The QCD lagrangian has a $SU(N_{f})$ vectorial symmetry, which is explicitly broken by the difference in quark current masses. If this symmetry was exact ($m_{u}=m_{d}=m_{s}$...) the charges associated with these transformations would be conserved.
In my view, these charges are the number of each quark flavour, so if the current masses were equal, processes that "create" or "destroy" flavour numbers would be forbidden?
You may well be misunderstanding several things. The $N_f^2-1$ flavor charges do no count flavors.
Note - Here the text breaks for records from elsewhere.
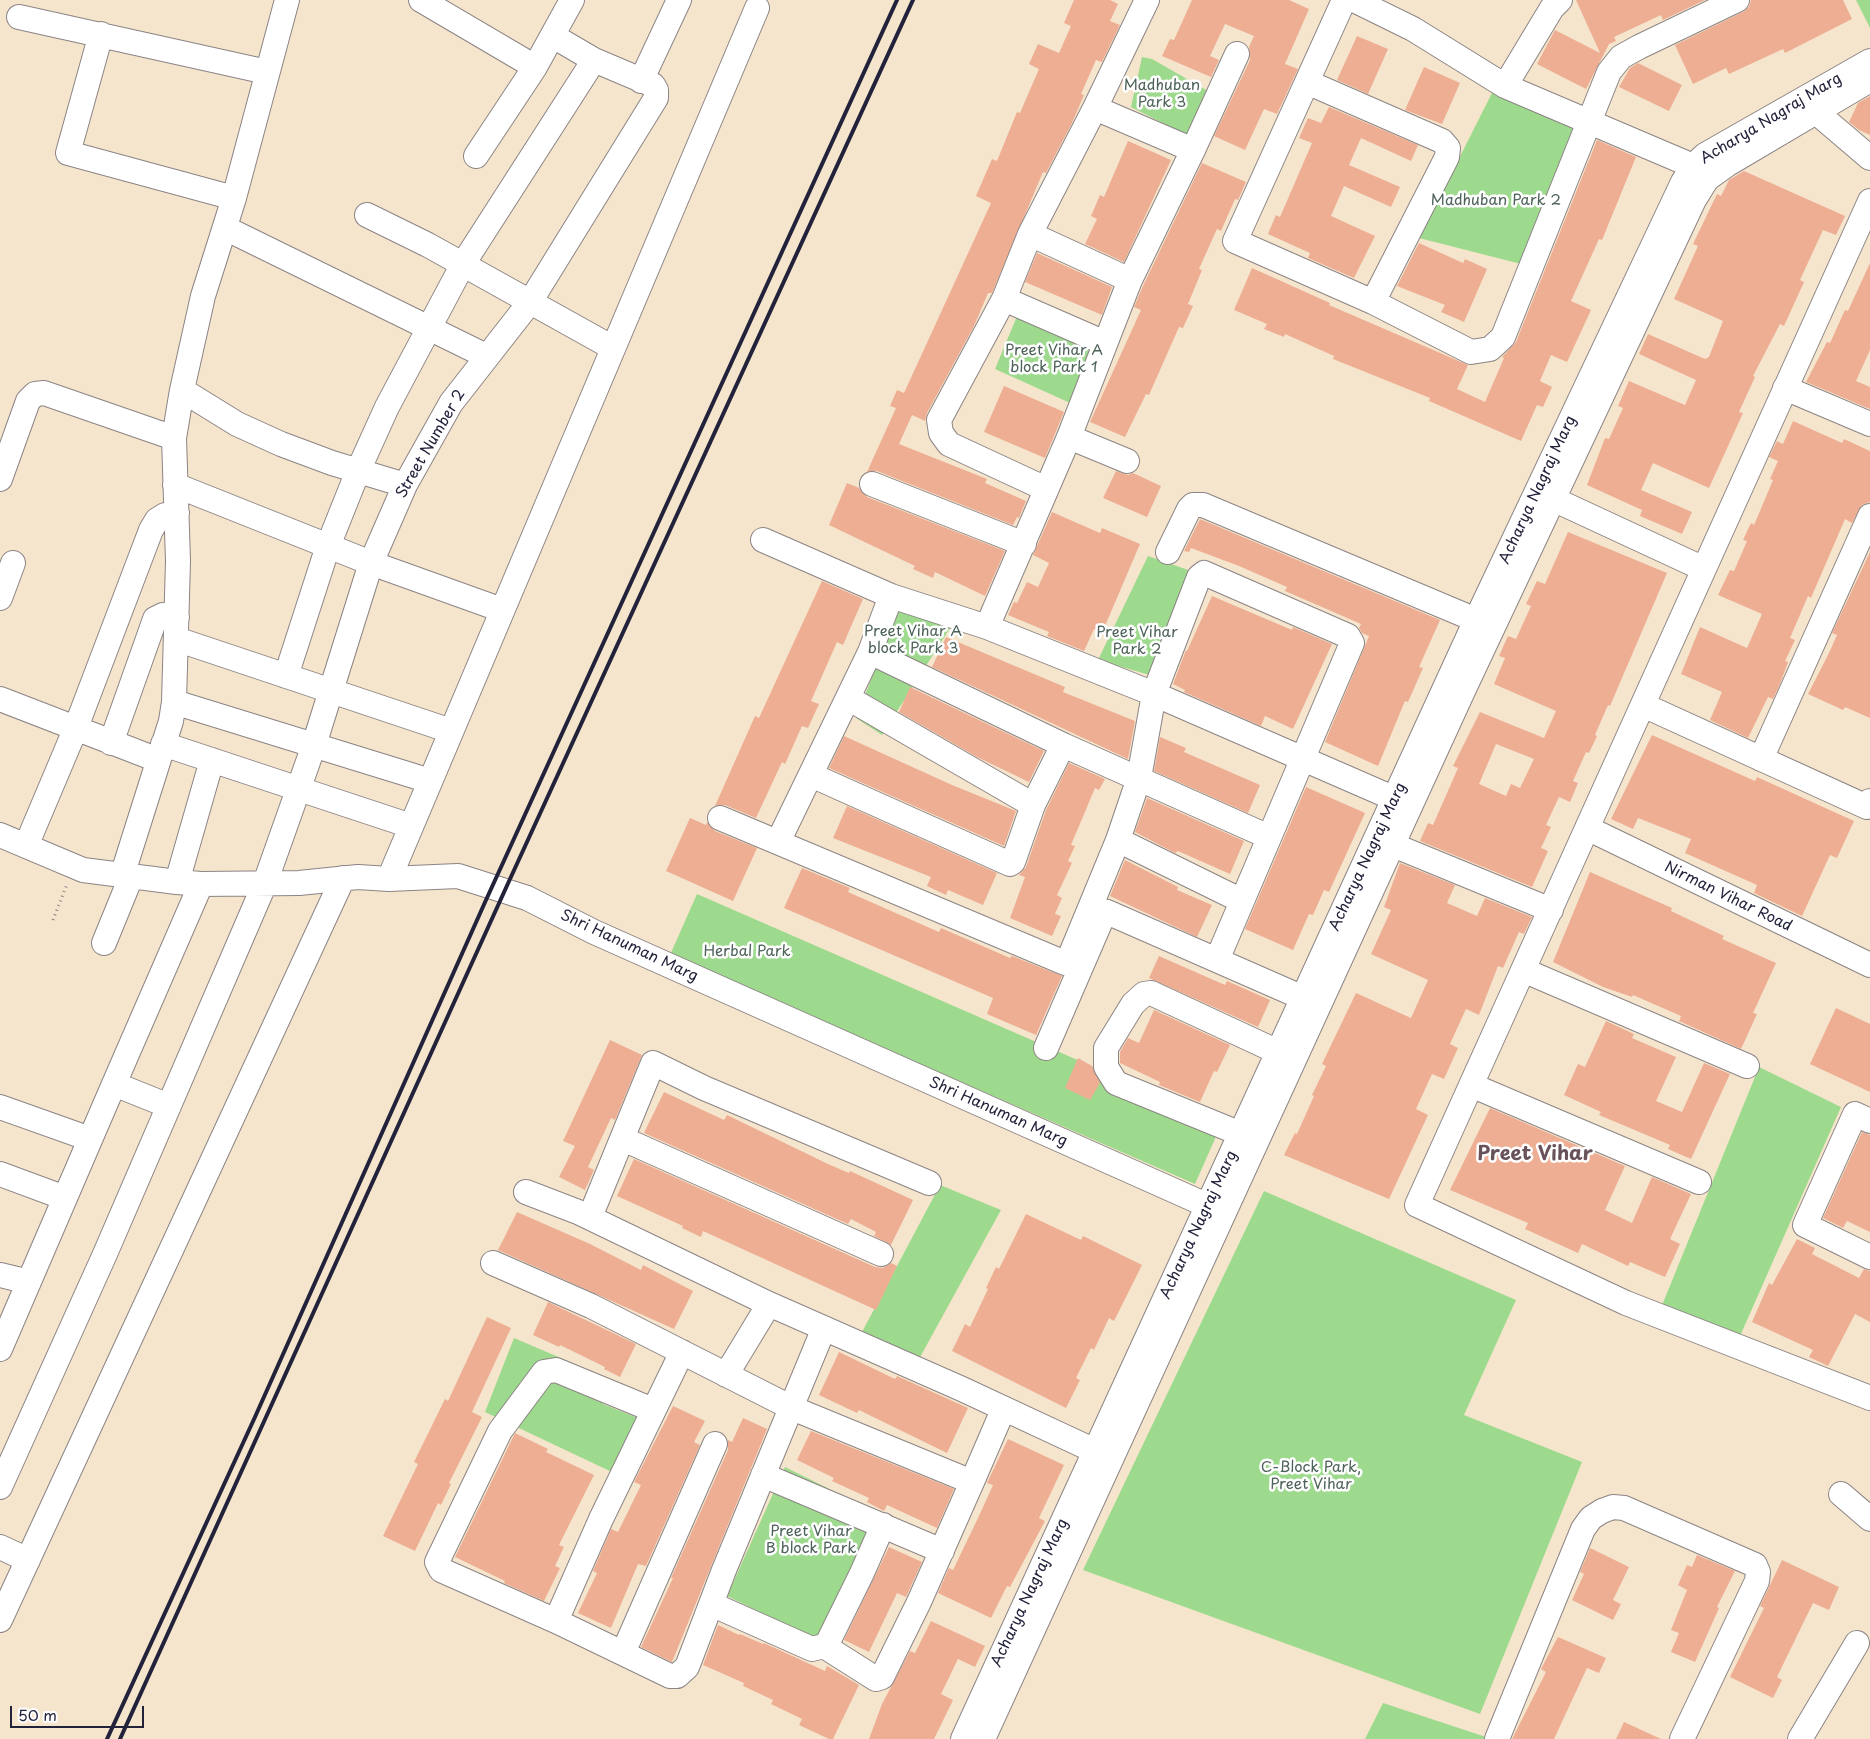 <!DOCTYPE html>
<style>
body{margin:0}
#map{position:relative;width:1870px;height:1739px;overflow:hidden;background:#f5e5cd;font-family:"Playpen Sans",sans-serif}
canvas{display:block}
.scale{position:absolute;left:10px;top:1706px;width:134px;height:22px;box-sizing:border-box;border:2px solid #22223b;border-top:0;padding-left:6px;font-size:15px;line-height:18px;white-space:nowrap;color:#22223b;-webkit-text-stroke:4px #fff;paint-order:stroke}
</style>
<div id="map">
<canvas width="1870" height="1739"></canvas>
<div class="scale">50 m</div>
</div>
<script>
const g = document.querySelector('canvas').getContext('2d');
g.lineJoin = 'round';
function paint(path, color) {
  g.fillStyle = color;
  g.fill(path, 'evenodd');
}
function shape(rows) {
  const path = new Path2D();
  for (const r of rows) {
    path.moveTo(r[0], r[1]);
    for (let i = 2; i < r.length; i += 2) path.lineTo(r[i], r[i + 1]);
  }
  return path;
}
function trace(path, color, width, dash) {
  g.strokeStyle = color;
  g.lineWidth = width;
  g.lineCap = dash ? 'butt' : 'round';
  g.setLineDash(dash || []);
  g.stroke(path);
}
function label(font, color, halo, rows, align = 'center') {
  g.font = font + ' "Playpen Sans",sans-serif';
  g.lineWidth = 5;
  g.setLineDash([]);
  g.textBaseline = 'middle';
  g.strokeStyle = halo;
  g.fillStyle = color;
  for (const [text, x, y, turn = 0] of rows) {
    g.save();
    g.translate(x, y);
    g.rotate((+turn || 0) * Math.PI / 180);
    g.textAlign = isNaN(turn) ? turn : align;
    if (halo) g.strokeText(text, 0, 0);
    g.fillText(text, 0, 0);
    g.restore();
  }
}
paint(shape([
 [1856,0,1870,0,1870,28],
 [1142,57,1152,59,1208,91,1188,136,1131,107],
 [1496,85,1582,132,1525,265,1419,238],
 [1020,309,1104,345,1079,407,995,369],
 [1148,556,1194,572,1153,676,1098,660],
 [900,606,950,628,882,735,856,718],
 [697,894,1222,1123,1195,1184,670,955],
 [1759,1067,1841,1107,1733,1352,1656,1320],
 [940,1185,1001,1210,919,1359,862,1332],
 [1264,1191,1516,1300,1464,1415,1582,1462,1480,1714,1083,1570],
 [514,1338,610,1379,603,1404,643,1420,614,1473,485,1412],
 [785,1467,882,1515,821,1642,727,1596],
 [1383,1703,1486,1737,1485,1739,1365,1739]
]), '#9eda8d');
paint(shape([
 [1074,0,1110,0,1118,4,1110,21,1120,25,1102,62,1096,60,1081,94,1084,95,1072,123,1046,173,1043,172,992,293,988,293,974,326,927,413,925,421,912,415,899,444,987,479,985,483,1026,501,1019,518,1017,517,1013,525,877,471,867,472,896,408,890,406,897,390,904,393,991,203,976,196,992,159,997,161,1017,112,1020,113,1039,69,1029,64,1038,44,1059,53,1071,26,1064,23],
 [1192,0,1289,0,1309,9,1285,64,1298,69,1277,114,1264,109,1245,150,1214,136,1250,60,1249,47,1254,36,1225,24,1210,56,1219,60,1211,77,1162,56,1170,39,1174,40],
 [1576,0,1705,0,1663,20,1661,15,1614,37,1616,41,1609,44,1586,89,1537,64,1555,30,1600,53],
 [1751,0,1843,0,1852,19,1785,53,1783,49,1729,74,1726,68,1693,84,1675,45,1743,12,1749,7],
 [1357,36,1388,49,1368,94,1337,80],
 [1638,63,1682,85,1669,111,1619,87,1630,68],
 [1424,67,1460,83,1442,124,1405,110],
 [1870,96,1870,135,1859,130,1849,122,1858,103],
 [1329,107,1418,145,1411,161,1361,138,1349,165,1400,187,1391,207,1344,186,1331,216,1375,236,1354,278,1308,258,1310,253,1268,234,1276,215,1280,217,1312,143,1299,138,1308,118,1321,123],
 [1597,140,1636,157,1602,240,1599,239,1571,301,1591,310,1567,362,1551,355,1540,381,1552,387,1543,407,1537,405,1521,441,1429,401,1430,398,1333,359,1334,356,1285,334,1284,337,1264,329,1267,324,1234,310,1252,268,1330,303,1329,305,1468,365,1457,389,1485,402,1504,358,1502,357,1516,342],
 [1128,141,1171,160,1124,262,1085,244,1097,219,1091,216,1100,195,1104,197],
 [1202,163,1246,182,1238,200,1235,199,1221,231,1217,229,1199,269,1202,270,1188,304,1193,306,1183,328,1179,327,1149,395,1146,394,1125,437,1090,422,1141,310,1134,307,1143,286],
 [1744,171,1845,216,1836,235,1823,230,1800,280,1804,282,1784,326,1780,324,1753,376,1755,377,1739,412,1743,413,1709,488,1653,463,1641,490,1692,512,1682,534,1640,516,1642,510,1587,485,1605,438,1609,439,1623,408,1618,406,1629,381,1685,405,1696,380,1639,354,1648,334,1705,359,1709,357,1723,321,1674,299,1698,246,1693,244,1717,194,1721,196,1729,180],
 [1419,243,1463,263,1465,259,1487,269,1464,322,1441,312,1445,305,1397,286],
 [1037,253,1112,287,1102,315,1025,282],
 [1870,263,1870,350,1856,381,1870,387,1870,409,1806,382,1827,342,1830,343,1845,310,1848,311],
 [1004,386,1064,412,1045,458,984,432],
 [1793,421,1842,443,1844,439,1870,451,1870,502,1862,505,1852,523,1845,519,1811,598,1808,596,1790,638,1795,640,1785,661,1788,662,1780,684,1773,699,1768,697,1748,738,1710,720,1722,692,1681,674,1700,627,1747,648,1762,614,1718,595,1730,570,1734,571,1747,541,1743,540,1751,523,1754,525,1773,480,1770,479,1778,461,1769,457,1777,441,1783,444],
 [1116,471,1128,475,1133,473,1161,486,1147,517,1103,498],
 [847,483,859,488,867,497,1005,551,985,596,935,572,933,578,913,569,915,566,829,525],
 [1052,512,1100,533,1102,528,1140,544,1102,633,1094,629,1084,651,1047,636,1049,632,1008,615,1014,602,1017,603,1027,582,1038,587,1049,563,1033,555],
 [1200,519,1440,620,1419,667,1423,668,1408,702,1405,701,1378,766,1325,742,1369,636,1362,633,1359,628,1361,624,1285,591,1287,587,1239,566,1191,548,1189,552,1184,551],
 [1568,532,1667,573,1610,706,1608,705,1595,735,1597,736,1589,753,1586,752,1573,781,1578,783,1570,802,1559,797,1546,825,1551,827,1541,848,1548,851,1532,887,1420,841,1428,823,1433,825,1458,768,1453,766,1480,712,1544,738,1556,711,1494,684,1505,658,1499,656,1508,636,1516,639,1531,606,1526,604,1537,581,1545,584],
 [1496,744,1534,759,1520,788,1511,784,1506,796,1479,784],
 [1870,552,1870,718,1845,707,1843,710,1808,694,1829,653,1837,635,1832,633],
 [822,581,863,599,843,645,837,642,811,701,819,704,808,728,802,726,785,764,782,762,756,818,725,805,715,806,755,716,759,718],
 [1212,596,1292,630,1293,627,1332,644,1293,729,1265,716,1261,726,1184,692,1185,690,1173,684,1186,650,1187,651],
 [946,637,1065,687,1063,692,1135,721,1128,759,932,667],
 [910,687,1044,751,1029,782,977,757,899,712],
 [1652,735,1755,781,1757,777,1854,821,1837,858,1830,855,1802,916,1754,893,1757,885,1685,853,1691,839,1638,818,1633,829,1611,819],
 [844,736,952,785,1016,811,1004,846,829,768],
 [1160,737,1186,748,1184,752,1260,785,1248,813,1154,771],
 [1069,763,1105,779,1099,790,1095,788,1071,845,1075,846,1068,861,1072,863,1057,895,1062,898,1055,914,1061,916,1052,936,1010,918,1025,877,1019,875,1026,867,1046,810],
 [1306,787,1365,813,1329,892,1324,890,1313,915,1309,914,1293,950,1245,929],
 [1147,798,1244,841,1230,874,1178,851,1175,853,1135,832],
 [847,806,997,873,983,905,948,890,946,895,927,886,931,877,833,838],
 [690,818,706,825,707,822,715,831,757,848,733,901,666,871],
 [1125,860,1178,887,1177,890,1212,905,1197,937,1110,896],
 [1400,863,1455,885,1447,903,1477,916,1485,898,1532,917,1524,934,1519,932,1503,968,1498,966,1479,1015,1466,1009,1450,1044,1458,1048,1444,1079,1432,1074,1416,1109,1428,1115,1389,1199,1284,1155,1295,1133,1297,1134,1314,1096,1312,1095,1326,1066,1322,1064,1356,993,1411,1018,1428,980,1371,954,1391,910,1384,907],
 [802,868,850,888,848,892,939,932,941,928,1010,958,1012,956,1062,976,1036,1035,987,1014,993,998,784,908],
 [1590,872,1672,908,1671,911,1724,936,1722,939,1776,963,1753,1013,1757,1014,1741,1049,1679,1021,1681,1016,1633,995,1632,997,1603,987,1553,962],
 [1159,956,1225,985,1227,981,1270,1000,1258,1027,1149,978],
 [1836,1008,1870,1024,1870,1092,1810,1064],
 [1154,1010,1230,1045,1217,1072,1214,1071,1200,1102,1159,1085,1160,1082,1120,1063,1120,1052,1128,1038,1139,1043],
 [1606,1021,1634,1034,1632,1038,1676,1057,1656,1101,1682,1112,1704,1063,1730,1074,1691,1159,1668,1149,1670,1145,1599,1115,1601,1112,1564,1095,1578,1064,1585,1067],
 [610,1040,642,1055,615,1120,611,1118,588,1167,594,1170,585,1190,559,1177,575,1146,563,1141],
 [1078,1058,1092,1066,1100,1083,1090,1100,1065,1088],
 [664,1092,724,1120,727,1115,828,1164,849,1173,850,1171,913,1200,891,1245,874,1236,876,1232,851,1219,848,1224,644,1133],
 [1490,1108,1625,1166,1605,1210,1632,1223,1652,1177,1691,1194,1670,1239,1680,1244,1665,1277,1630,1262,1628,1266,1582,1244,1578,1253,1525,1229,1528,1223,1450,1190],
 [1862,1132,1870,1135,1870,1232,1847,1221,1843,1228,1823,1218],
 [634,1159,875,1267,883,1268,891,1263,897,1266,876,1310,703,1231,701,1237,682,1228,683,1226,617,1196],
 [517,1212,590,1244,641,1270,643,1265,693,1291,674,1329,498,1250],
 [1026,1214,1081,1240,1083,1236,1142,1265,1114,1321,1109,1318,1094,1350,1091,1348,1076,1378,1080,1380,1066,1408,952,1351,965,1324,970,1327,988,1289,986,1288,996,1267,999,1269],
 [1797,1239,1815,1248,1812,1254,1859,1278,1864,1269,1870,1271,1870,1322,1855,1314,1828,1366,1809,1357,1813,1350,1752,1322,1769,1283,1772,1285],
 [548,1302,636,1344,620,1377,604,1369,605,1367,560,1345,559,1347,533,1335],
 [487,1317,511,1328,472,1412,482,1417,449,1483,451,1484,441,1505,438,1503,415,1551,383,1536,418,1464,414,1462,445,1399,448,1401],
 [839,1352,895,1379,897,1376,968,1408,947,1453,859,1410,857,1413,819,1395],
 [673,1406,705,1421,694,1442,700,1445,646,1566,638,1564,611,1628,578,1613,597,1573,593,1571,611,1529,618,1532,641,1485,634,1482],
 [743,1418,767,1429,672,1662,641,1647,673,1578,671,1578,728,1450,728,1440,732,1442],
 [811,1431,954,1489,937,1528,887,1505,884,1511,867,1502,869,1498,832,1481,834,1478,797,1460],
 [515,1433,548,1449,546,1452,594,1475,559,1545,564,1547,555,1566,560,1568,544,1601,504,1583,505,1581,455,1557],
 [1008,1439,1064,1465,1039,1518,1045,1521,1010,1587,1007,1586,991,1618,938,1593,949,1568,953,1570,978,1518,993,1485,987,1483],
 [889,1547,922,1562,906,1597,897,1593,869,1652,844,1640],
 [1590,1548,1629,1567,1613,1600,1621,1604,1613,1620,1572,1600,1584,1574,1580,1572],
 [1697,1555,1735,1571,1717,1607,1719,1608,1695,1662,1671,1652,1679,1633,1671,1630,1687,1590,1678,1585,1687,1565,1692,1567],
 [1782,1560,1839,1587,1829,1610,1813,1603,1777,1677,1782,1680,1773,1698,1730,1677,1764,1608,1760,1606],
 [931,1621,985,1646,975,1667,958,1659,941,1694,953,1700,934,1739,869,1739,882,1704,910,1651,915,1653],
 [718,1625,739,1635,740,1634,763,1644,764,1643,825,1671,827,1666,859,1685,833,1739,829,1739,799,1725,802,1719,771,1704,773,1700,743,1686,744,1683,703,1665],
 [1558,1637,1606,1658,1599,1673,1587,1668,1554,1739,1512,1739,1546,1672,1541,1669],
 [1624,1722,1661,1739,1616,1739]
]), '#eeae94');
const minor = shape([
 [421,0,535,67],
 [1344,0,1235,241,1373,302,1471,352,1490,349,1503,337,1609,72,1621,57,1639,47,1737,0],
 [1354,0,1413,29,1505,86,1693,166,1704,176],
 [19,17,267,72],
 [101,34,68,153,234,198],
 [641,81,679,0],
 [1307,82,1442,141,1448,148,1447,157,1373,302],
 [1505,86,1552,8,1560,0],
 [1095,108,1193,150,1130,280],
 [1816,112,1870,158],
 [1193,150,1237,54],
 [476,156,535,67,572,0],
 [1870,201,1417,1205,1626,1303,1870,1398],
 [367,215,428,245,613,348],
 [225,228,486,356],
 [1004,299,1105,343],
 [1785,388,1870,424],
 [182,390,237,424,281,444,332,463,405,485],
 [1069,437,1127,461],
 [0,479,28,401,35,394,44,393,174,438],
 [872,484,1024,544],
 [175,485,371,563,502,610],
 [1046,489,949,444,941,433,939,420,1004,299,1030,234,1095,108,1147,0],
 [1540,493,1704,569],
 [763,540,891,596,987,627,1154,694,1409,805],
 [1168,552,1189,509,1193,505,1203,505,1476,620],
 [0,598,13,563],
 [987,627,1069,437,1130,280,1030,234],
 [176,639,451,731],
 [870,652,1063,745,1269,837],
 [286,676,328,546,358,471,387,407,463,264,594,60],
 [848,698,1033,805],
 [0,699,158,760],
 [174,702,430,781],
 [1643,705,1867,807,1870,801],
 [111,743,155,619,163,615,177,617],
 [163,744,411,826],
 [1761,759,1870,516],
 [811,775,1010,864,1013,862,1033,805,1063,745],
 [720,818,1065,963,1068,961,1118,840,1139,778,1154,694,1199,577,1204,573,1348,636,1352,643,1217,960],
 [1587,828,1870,965],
 [0,835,83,870,177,882,201,884,299,883,358,877,389,879,458,876,527,898,594,932,1222,1212],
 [1118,840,1242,901],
 [778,842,870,652,891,596],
 [1393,845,1551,910],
 [26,846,75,730,151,530,157,520,165,515,177,513],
 [122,876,171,721,174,702,178,561,174,438,182,390,203,296,234,198,287,0],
 [389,879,757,8],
 [177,882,212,760],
 [104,943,131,877],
 [1523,970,1747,1066],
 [1046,1048,1103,916,1107,912,1317,1004],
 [114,1084,201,884],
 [1471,1085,1699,1182],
 [0,1107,90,1139],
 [1870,1121,1855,1114,1805,1225,1870,1257],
 [1241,1134,1116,1083,1106,1067,1106,1048,1133,1004,1144,994,1151,993,1278,1052],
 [623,1139,881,1254],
 [0,1174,65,1198],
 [526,1192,578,1212,769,1304,962,1389,1110,1458],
 [590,1217,653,1063,704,1088,929,1183],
 [493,1263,591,1306,792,1408,972,1482,1003,1410],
 [0,1275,29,1282],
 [0,1349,114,1084,169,1106],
 [726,1375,769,1304],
 [653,1410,556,1370,544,1372,500,1431,437,1562,441,1570,556,1621,670,1676,677,1676,687,1667,724,1570,824,1328],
 [763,1475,942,1551],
 [0,1487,105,1254,265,883,314,745,371,563,405,485,451,403,530,302,656,98,656,90,653,85,594,60,553,36],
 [1841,1494,1870,1519],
 [0,1547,28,1560],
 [711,1604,812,1649,824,1646,828,1642,862,1573,883,1525],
 [0,1620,343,878],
 [556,1621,601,1519,682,1352],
 [824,1646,876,1679,882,1677,919,1602,972,1482],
 [623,1653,715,1444],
 [963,1739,1476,620,1683,182,1693,166,1705,155,1870,61],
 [983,1739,1463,691,1694,200,1707,179,1728,164,1870,80],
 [1497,1739,1583,1529,1591,1518,1602,1511,1613,1507,1624,1508,1755,1565,1758,1572,1757,1581,1682,1739],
 [1800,1739,1857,1643]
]);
trace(minor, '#8c8484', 26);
trace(shape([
 [53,920,67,884]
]), '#8c8484', 3, [1, 4]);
trace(minor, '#fff', 24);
trace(shape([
 [107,1739,255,1417,486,900,897,0],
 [120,1739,510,879,913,0]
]), '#22223b', 4);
label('15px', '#4d6258', '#fff', [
 ["Madhuban",1162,86],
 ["Park 3",1162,103],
 ["Madhuban Park 2",1496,201],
 ["Preet Vihar A",1054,351],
 ["block Park 1",1054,368],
 ["Preet Vihar A",913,632],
 ["block Park 3",913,649],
 ["Preet Vihar",1137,633],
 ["Park 2",1137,650],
 ["Herbal Park",747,952],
 ["C-Block Park,",1311,1468],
 ["Preet Vihar",1311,1485],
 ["Preet Vihar",811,1532],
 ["B block Park",811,1549]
]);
label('15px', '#22223b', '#fff', [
 ["Acharya Nagraj Marg",1771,119,-31],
 ["Street Number 2",431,444,-60],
 ["Acharya Nagraj Marg",1538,490,-65],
 ["Acharya Nagraj Marg",1368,857,-65],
 ["Nirman Vihar Road",1728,897,26],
 ["Shri Hanuman Marg",629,946,25],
 ["Shri Hanuman Marg",998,1112,24],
 ["Acharya Nagraj Marg",1199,1225,-65],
 ["Acharya Nagraj Marg",1030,1593,-65]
]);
label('bold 20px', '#69535a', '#fff', [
 ["Preet Vihar",1535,1154]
]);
</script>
It is easiest for you to see that by imagining a world of just two flavors, u and d, namely isospin, for $N_f=2$. Then the three generators/charges effect infinitesimal flavor rotations and are just the three Pauli matrices.
So you see that $\sigma_1$ just interchanges (infinitesimally; or via a $\pi/2$ finite rotation!) us with ds, and $\sigma_3$ counts us with a + sign and ds with a - sign. By the unitarity of the construction, they preserve the total number of quarks, but scramble their flavors.
In fact, the flavor projector matrices are not traceless, as the SU(N) generators/charges should be, so they cannot be built out of linear combinations of these generators. So $\bar u u$, $\bar d d$, $\bar s s$, ..., are not conserved charges (densities), even for complete degeneracy of masses.